If my falling apart is this major, then the coming together must be going to be pretty awesome. Lately, everything I attempt to do fails miserably. I'm not medically fit to do anything useful. I'm even stumbling to write this post and relying on autocorrect and spell check to fix my many errors.
Most of the people around me don't understand at all what I'm going through because they can't visibly see my pain, nor can they feel it. To them, if I say I'll do something, they assume I'm capable (I'm not. I'm lying to myself and everyone around me about that). But if I refuse because of how I feel, then I'm being difficult. At this point, anything I do hurts me, due to a medical condition I can no longer control.
People say they understand. But their actions show they don't. Everyone is glad to offer up words about how they feel bad. But then when I really need help, instead I get asked to do more and everyone dumps their problems and worries on top of me, which adds to my already worsening issues, both physical and emotional.
Things are extremely rough for my family right now. But instead of true love and support, people mainly want to offer so-called kind words and then dump on more things for us to stress about directly afterward. We literally cannot handle anymore right now.
It's hard enough just having four of us eight be a part of the LGBTQ community. That in itself is stressful for multiple reasons, such as harassment, fear of harassment, knowing some people don't or won't support us just because of who we are, at times not even truly being able to be our full selves, and so on. Many of the people we know don't even know who we really are.
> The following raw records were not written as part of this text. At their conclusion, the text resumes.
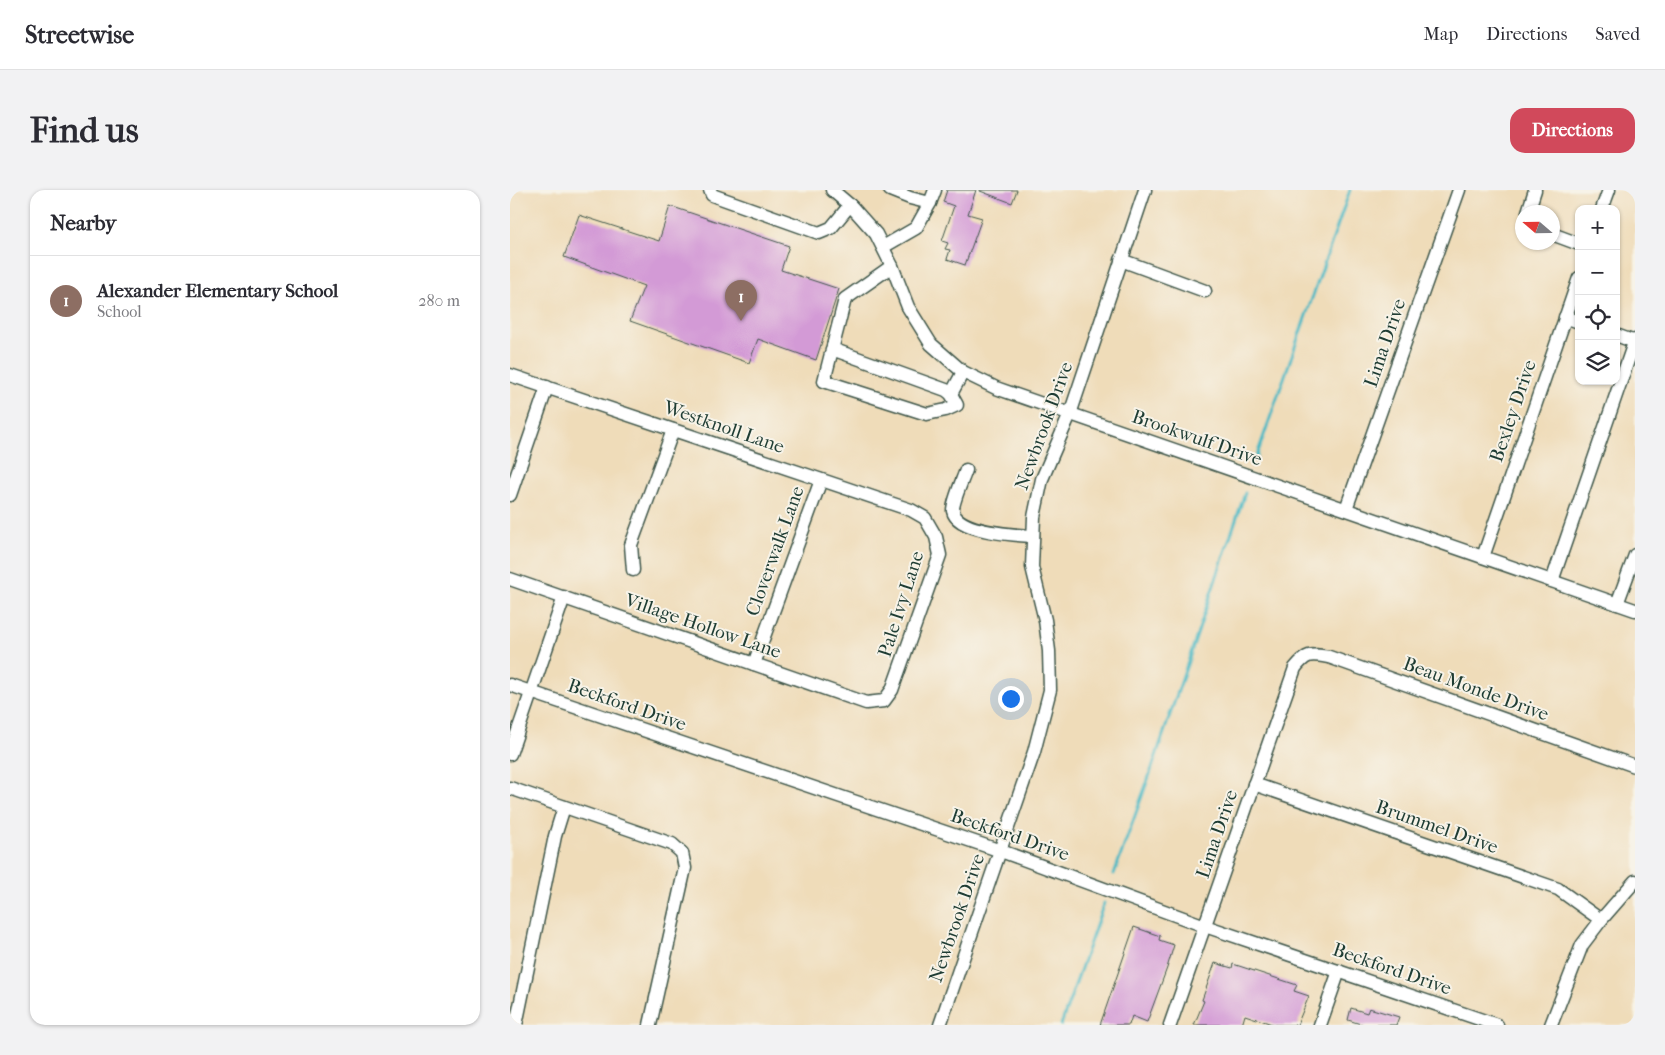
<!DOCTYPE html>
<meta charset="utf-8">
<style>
:root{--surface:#fff;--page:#f2f2f3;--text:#2b2b33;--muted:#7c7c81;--line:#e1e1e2;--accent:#d1495b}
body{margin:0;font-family:"IM FELL French Canon",serif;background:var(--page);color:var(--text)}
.controls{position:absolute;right:15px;top:15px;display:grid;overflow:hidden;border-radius:10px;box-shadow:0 1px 4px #0004}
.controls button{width:45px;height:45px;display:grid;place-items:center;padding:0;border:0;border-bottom:1px solid var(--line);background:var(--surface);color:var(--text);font:25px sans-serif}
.compass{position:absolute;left:1005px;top:15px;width:45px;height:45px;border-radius:50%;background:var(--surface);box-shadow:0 1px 4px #0004;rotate:290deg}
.you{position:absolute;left:500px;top:508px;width:18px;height:18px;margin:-12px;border:4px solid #fff;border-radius:50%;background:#1a73e8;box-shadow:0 0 0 8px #1a73e833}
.badge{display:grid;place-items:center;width:32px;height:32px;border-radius:50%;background:var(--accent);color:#fff;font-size:16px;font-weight:700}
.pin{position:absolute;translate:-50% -41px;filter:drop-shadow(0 1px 2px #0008)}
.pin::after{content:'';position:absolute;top:26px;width:18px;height:15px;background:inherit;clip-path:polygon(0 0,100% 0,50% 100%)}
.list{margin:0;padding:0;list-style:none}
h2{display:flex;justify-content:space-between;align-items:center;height:65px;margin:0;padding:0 20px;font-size:21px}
h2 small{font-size:16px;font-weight:400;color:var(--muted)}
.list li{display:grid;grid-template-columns:32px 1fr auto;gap:15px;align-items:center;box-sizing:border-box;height:90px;padding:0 20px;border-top:1px solid var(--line)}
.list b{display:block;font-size:19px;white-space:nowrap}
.list p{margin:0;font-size:16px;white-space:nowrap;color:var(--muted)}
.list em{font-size:16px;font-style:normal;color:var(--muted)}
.icon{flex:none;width:28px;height:28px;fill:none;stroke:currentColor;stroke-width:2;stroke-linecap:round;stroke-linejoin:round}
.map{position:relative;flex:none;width:1125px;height:835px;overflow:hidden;border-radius:15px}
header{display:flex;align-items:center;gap:30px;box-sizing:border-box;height:70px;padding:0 25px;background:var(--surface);border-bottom:1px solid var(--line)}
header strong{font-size:24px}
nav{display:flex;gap:28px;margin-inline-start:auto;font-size:18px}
.intro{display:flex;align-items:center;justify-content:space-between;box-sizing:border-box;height:120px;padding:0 30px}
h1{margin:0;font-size:35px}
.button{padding:12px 22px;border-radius:15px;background:var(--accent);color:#fff;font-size:18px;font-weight:700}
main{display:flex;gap:30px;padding:0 30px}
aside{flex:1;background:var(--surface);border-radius:15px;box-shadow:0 1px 4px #0004}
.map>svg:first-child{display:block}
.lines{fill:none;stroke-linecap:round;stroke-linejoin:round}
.stream{stroke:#4bb9c4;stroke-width:3}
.building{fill:#d39ad6}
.minor-casing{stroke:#3e5548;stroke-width:15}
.minor{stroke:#fff;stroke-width:12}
.labels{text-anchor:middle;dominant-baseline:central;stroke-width:4;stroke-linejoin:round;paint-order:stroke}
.street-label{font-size:19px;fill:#1f3d34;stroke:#f7f3e8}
</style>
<header>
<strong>Streetwise</strong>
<nav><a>Map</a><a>Directions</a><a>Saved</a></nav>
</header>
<div class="intro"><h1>Find us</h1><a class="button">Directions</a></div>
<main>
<aside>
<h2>Nearby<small></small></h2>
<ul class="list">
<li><span class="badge" style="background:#8d6e63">1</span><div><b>Alexander Elementary School</b><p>School</p></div><em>280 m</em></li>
</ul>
</aside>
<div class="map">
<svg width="1125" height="835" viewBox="0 0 1125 835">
<rect width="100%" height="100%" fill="#f7f3e8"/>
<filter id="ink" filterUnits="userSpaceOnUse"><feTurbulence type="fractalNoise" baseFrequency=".02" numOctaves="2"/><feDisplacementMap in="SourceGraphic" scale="10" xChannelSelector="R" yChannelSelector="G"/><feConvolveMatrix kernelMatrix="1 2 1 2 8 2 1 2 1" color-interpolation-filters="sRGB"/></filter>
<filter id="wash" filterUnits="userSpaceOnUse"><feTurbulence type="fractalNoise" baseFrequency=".0096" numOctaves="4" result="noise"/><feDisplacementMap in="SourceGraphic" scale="20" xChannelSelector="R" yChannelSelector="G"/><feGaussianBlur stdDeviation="1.12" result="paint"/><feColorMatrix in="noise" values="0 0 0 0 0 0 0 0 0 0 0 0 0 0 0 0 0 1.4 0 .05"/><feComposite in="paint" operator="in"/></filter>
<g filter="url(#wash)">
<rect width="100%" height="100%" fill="#efdcb9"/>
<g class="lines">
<!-- stream -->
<g class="stream">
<path d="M746,268L840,0"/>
<path d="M604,684L641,581L735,303"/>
<path d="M551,835L594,713"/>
</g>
</g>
<g id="blocks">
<!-- building -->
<g class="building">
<path d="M437,0H466L458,24L472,28L455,75L437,69L440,60L435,59L438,53L432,51L444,16L433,12Z"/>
<path d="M470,0H507L502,13L470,1Z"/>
<path d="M160,16L279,56L271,80L329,99L306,170L248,149L239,173L120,131L134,96L54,67L69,25L149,51Z"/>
<path d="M624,737L650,746L649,750L664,755L657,778L637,832L622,826L619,835H590Z"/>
<path d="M705,773L722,778L723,774L787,795L784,801L799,806L787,835H765L735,825L732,835H684L694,811L692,810Z"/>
<path d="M841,818L857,823L859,818L889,827L886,835H854L838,830Z"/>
</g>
</g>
</g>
<g filter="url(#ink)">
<use href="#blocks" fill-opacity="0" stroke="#3e5548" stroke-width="1"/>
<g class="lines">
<!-- minor casing -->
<g class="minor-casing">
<g id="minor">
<path d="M200,0L202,5L309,43L321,38L340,15"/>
<path d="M322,0L342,17L366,44L382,76L398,117L421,154L453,182L486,198L1125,420"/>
<path d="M380,0L400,8L420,13L425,0"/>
<path d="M1092,19L1099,0"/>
<path d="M1018,22L1025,0"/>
<path d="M1042,44L1069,54"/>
<path d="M373,57L406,38L420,13"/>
<path d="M611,70L695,101"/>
<path d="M1055,127L1069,132"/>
<path d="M1106,145L1125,152"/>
<path d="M322,159L436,200L441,204L447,215L436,220L417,224L314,191L335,109L382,76"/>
<path d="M0,185L401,320L415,328L426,347L430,365L382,500L374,511L356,513L0,389"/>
<path d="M441,204L453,182"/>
<path d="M456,280C453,289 442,313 443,321C447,342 506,345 523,346"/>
<path d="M0,305L37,197"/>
<path d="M836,319L949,0"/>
<path d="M973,367L1069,88"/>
<path d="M123,380L121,355L163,240"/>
<path d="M1042,391L1125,150"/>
<path d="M1107,414L1125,365"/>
<path d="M244,474L311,290"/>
<path d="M0,495L491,661L695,736L987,835"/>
<path d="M0,564L54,407"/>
<path d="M744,594L1048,699L1091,730"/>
<path d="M0,598L162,654L172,663L175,678L140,835"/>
<path d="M6,835L45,646L54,617"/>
<path d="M430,835L524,562L540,500L539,461L535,430L522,377L524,327L532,289L560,224L635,0"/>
<path d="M660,835L785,478C797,463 800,464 819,467L1125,576"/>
<path d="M810,835L829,781"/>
<path d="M1041,835L1072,755L1091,730L1125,691"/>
</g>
</g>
<!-- minor -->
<use href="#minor" class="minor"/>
</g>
</g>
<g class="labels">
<!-- street labels -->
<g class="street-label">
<text transform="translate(875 153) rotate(-71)">Lima Drive</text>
<text transform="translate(1003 221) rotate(-71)">Bexley Drive</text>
<text transform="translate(534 236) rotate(-70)">Newbrook Drive</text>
<text transform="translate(214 237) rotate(19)">Westknoll Lane</text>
<text transform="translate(687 248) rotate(19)">Brookwulf Drive</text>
<text transform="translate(265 361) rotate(-70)">Cloverwalk Lane</text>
<text transform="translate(391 414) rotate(-72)">Pale Ivy Lane</text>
<text transform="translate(193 436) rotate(19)">Village Hollow Lane</text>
<text transform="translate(966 499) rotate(20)">Beau Monde Drive</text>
<text transform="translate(117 515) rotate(19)">Beckford Drive</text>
<text transform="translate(927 637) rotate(19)">Brummel Drive</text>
<text transform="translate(707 644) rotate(-71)">Lima Drive</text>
<text transform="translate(500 645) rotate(19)">Beckford Drive</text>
<text transform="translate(447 728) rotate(-71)">Newbrook Drive</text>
<text transform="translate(882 779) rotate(19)">Beckford Drive</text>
</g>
</g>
</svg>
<div class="controls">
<button>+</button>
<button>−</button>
<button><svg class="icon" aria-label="locate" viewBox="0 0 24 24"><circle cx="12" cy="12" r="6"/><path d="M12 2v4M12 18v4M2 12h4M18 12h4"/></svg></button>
<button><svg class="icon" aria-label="layers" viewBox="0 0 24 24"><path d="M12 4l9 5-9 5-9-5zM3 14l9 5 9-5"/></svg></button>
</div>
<svg class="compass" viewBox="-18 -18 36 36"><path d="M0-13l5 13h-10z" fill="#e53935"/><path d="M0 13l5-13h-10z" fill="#7c7c81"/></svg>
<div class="you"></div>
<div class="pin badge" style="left:231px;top:131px;background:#8d6e63">1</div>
</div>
</main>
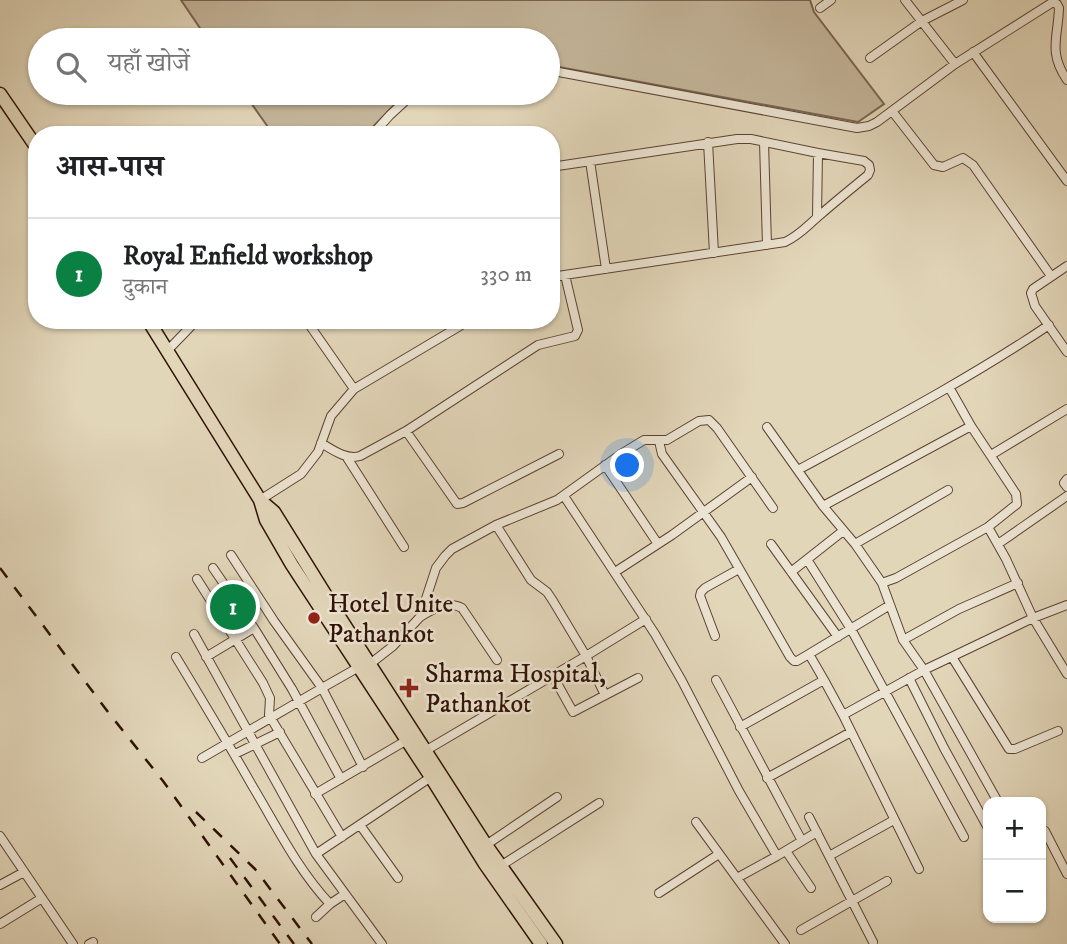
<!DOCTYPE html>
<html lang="hi">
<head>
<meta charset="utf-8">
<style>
	body { margin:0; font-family:"IM FELL DW Pica","Noto Serif Devanagari",serif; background:#f6f6f6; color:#202124 }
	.controls { position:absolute; right:21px; bottom:21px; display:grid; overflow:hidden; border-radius:14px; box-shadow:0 2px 5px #0004 }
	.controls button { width:63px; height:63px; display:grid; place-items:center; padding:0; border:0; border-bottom:2px solid #e0e0e0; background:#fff; color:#202124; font:35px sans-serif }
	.you { position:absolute; left:628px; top:466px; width:24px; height:24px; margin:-18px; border:5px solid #fff; border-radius:50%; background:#1a73e8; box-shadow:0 0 0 10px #1a73e833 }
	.badge { display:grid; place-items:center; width:46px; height:46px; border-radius:50%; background:#0b8043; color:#fff; font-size:23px; font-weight:700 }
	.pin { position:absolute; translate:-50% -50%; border:4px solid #fff; box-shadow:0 2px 7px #0006 }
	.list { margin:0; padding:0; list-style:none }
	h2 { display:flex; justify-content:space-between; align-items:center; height:91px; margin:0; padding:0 28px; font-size:30px }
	h2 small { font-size:23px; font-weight:400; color:#757577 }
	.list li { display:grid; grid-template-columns:46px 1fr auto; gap:21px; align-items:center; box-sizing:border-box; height:112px; padding:0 28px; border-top:2px solid #e0e0e0 }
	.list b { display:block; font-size:26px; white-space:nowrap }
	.list p { margin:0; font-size:23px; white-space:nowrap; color:#757577 }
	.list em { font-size:23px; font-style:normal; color:#757577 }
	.icon { flex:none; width:38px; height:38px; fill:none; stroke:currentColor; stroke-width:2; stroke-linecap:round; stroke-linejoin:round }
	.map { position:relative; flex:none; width:1067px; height:944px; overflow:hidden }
	.search { position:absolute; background:#fff; box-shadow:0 2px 5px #0004; left:28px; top:28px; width:532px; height:77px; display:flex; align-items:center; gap:18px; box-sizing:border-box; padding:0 24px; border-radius:38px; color:#757577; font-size:26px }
	.panel { position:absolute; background:#fff; box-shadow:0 2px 5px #0004; left:28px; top:126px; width:532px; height:203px; border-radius:28px }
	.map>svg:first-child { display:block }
	.green { fill:#c4b59a; stroke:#7a6350; stroke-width:2 }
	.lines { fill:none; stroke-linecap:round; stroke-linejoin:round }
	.minor-casing { stroke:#5c4232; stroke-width:10 }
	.primary-casing { stroke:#2f1105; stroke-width:15 }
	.minor { stroke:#ece4d2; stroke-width:8 }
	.primary { stroke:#e2d6b9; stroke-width:12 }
	.rail { stroke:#2f1105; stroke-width:2.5; stroke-dasharray:12 12; stroke-linecap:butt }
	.poi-dot { fill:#8f2418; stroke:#ece4d2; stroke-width:2.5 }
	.labels { text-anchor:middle; stroke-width:5; stroke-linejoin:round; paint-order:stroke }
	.poi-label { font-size:26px; fill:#2f1105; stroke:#ece4d2; text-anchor:start }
</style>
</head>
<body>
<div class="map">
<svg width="1067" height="944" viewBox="0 0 1067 944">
	<rect width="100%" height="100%" fill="#e2d6b9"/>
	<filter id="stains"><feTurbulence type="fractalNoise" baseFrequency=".00286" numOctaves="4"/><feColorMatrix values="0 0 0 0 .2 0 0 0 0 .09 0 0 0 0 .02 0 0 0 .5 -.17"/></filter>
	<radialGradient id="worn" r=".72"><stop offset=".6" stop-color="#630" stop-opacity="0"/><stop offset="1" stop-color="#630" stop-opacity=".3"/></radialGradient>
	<!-- green -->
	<path class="green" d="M181 0H810L814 12 884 104 858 122 548 65V40H208Z
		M244 93H406L365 135H259L268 127Z"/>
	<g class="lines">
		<!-- minor casing -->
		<g class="minor-casing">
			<path id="minor" d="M905 0 955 64
				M820 8 831 0
				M973 52 1067 181
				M870 58 922 21 963 0
				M548 70 857 128 869 126 877 122 955 64 1053 2 1057 4 1059 8C1058 38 1048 52 1067 80
				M892 111 934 165 943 167 963 158 973 165 1051 276
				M372 135 390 115 414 93
				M708 142 714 253
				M764 142 767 245
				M590 161 606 269
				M551 167 737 139H751L818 153 864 161 869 165 870 170 868 175C852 188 836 201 820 215 808 225 800 235 785 242L551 277
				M817 217 818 153
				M1067 266 1033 289 1031 293 1035 306 1067 352
				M306 320 354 389
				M168 350 197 320
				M767 427 823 506 855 544 882 583 903 640 924 670 998 802
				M406 431 457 504 463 503 559 454
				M659 441 662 454 721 537 790 657 794 661H797L809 654
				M321 443C333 450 346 460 360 456L406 431 538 345 575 336 578 330 565 275
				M991 455 1067 409
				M346 456 404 547
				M605 465 658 544
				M798 470C883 424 969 379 1049 325
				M1067 479 1064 483 1067 487
				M564 496 655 634 682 681 739 791 777 856 817 832
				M260 500 301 474 318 452 331 416 354 389 470 320
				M823 506 971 426
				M496 525 531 580 547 592 553 601 586 656 605 695
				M988 527 1006 559 1033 618 1067 674
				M771 544 838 637
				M855 544 948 490
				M998 544 1067 496
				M231 555 274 621 322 688 363 767
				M808 561 851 629 964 837
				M213 568 254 628 292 689 341 779
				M615 572 672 535 752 477
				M791 572 843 531
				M197 579 263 683 270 698 269 715 342 837
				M882 583 896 578 988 527 1017 504 1016 494 971 426 949 387
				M420 617C433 609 448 600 462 608L497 660
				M194 634 316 854 382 944
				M715 636 700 596 701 592 705 588 739 569
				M903 640 959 609 1018 583
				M176 657C202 700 228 743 253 787 277 827 298 870 330 904
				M206 657 254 628
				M952 657 1009 749H1015L1058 731
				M553 676 573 712 638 678
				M909 678 944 748 987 826
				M716 680 802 841
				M824 680 809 654 890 605
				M843 715 924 670 1033 618 1067 605
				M740 727 824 680 843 715 919 869
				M425 751 586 656 646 619
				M235 754 280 732
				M202 758 322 688 359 667 370 664 393 646 420 617 436 568 445 556 452 549 496 525 557 500 621 454 644 440H667L699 421 709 420 717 428 773 508
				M767 778 851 732
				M315 794 407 740
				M809 817 873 942
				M696 822 785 944
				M360 825 398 878
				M1045 831 1067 874
				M0 836 73 944
				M486 845 557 797
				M786 851 811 888
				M316 854 431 777
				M829 856 894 820
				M502 865 599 803
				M737 878 777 856
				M0 885 24 872
				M659 893 719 854
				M316 917 330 904 345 894
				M0 924 42 898
				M801 930 887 881
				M89 944 93 942"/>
		</g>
		<!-- primary casing -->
		<g class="primary-casing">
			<path id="primary" d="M0 94 37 148
				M148 320 260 500 266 520 292 565 431 777 485 864 541 944
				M260 500 274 512 338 615 486 845 556 944"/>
		</g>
		<!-- minor -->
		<use href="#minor" class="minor"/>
		<!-- primary -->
		<use href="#primary" class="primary"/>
		<!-- rail -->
		<path class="rail" d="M0 568 108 712 163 781 280 944
			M196 812 255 869 312 944
			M230 858 294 944"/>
	</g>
	<!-- markers -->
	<g class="poi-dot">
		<circle cx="314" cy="618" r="7"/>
		<path d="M405.5 677.5h7v7h7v7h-7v7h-7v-7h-7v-7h7z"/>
	</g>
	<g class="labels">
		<!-- poi labels -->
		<g class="poi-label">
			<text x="328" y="612">Hotel Unite<tspan x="328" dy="30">Pathankot</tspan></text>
			<text x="425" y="682">Sharma Hospital,<tspan x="425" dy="30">Pathankot</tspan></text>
		</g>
	</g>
	<rect width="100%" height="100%" filter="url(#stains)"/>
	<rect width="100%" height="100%" fill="url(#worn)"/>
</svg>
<div class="controls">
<button>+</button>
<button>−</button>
</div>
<div class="you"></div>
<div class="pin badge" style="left:233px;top:607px">1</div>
<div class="search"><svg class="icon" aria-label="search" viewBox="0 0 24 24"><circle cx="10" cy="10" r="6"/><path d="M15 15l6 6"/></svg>यहाँ खोजें</div>
<section class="panel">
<h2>आस-पास<small></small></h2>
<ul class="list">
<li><span class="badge">1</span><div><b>Royal Enfield workshop</b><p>दुकान</p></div><em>330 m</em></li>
</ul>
</section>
</div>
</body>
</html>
Having a medical condition and a large family to raise on top of that is very taxing at times. I can do it and so can my beautiful partner. Her and I work extremely well together. Our relationship is not now, nor has it ever been, an issue. It's always everything else. We're actually happy with each other and even when the stress is high, we still work together and love and laugh.
The issue for me is that everything else seems to always fall apart, no matter how good the intentions. But looking back on things and observing others, I remember the inspiration for my name: the rainbow. After every storm comes a rainbow. In part, I may just be my own rainbow for some situations. Perhaps that is the purpose of my name.
From now on, I'm going to focus on that rainbow and let things fall where they may. Everything happens for a reason and if our storm is this bad, our rainbow must be a humongously awesome one.
No matter your storm, I know your rainbow will also come.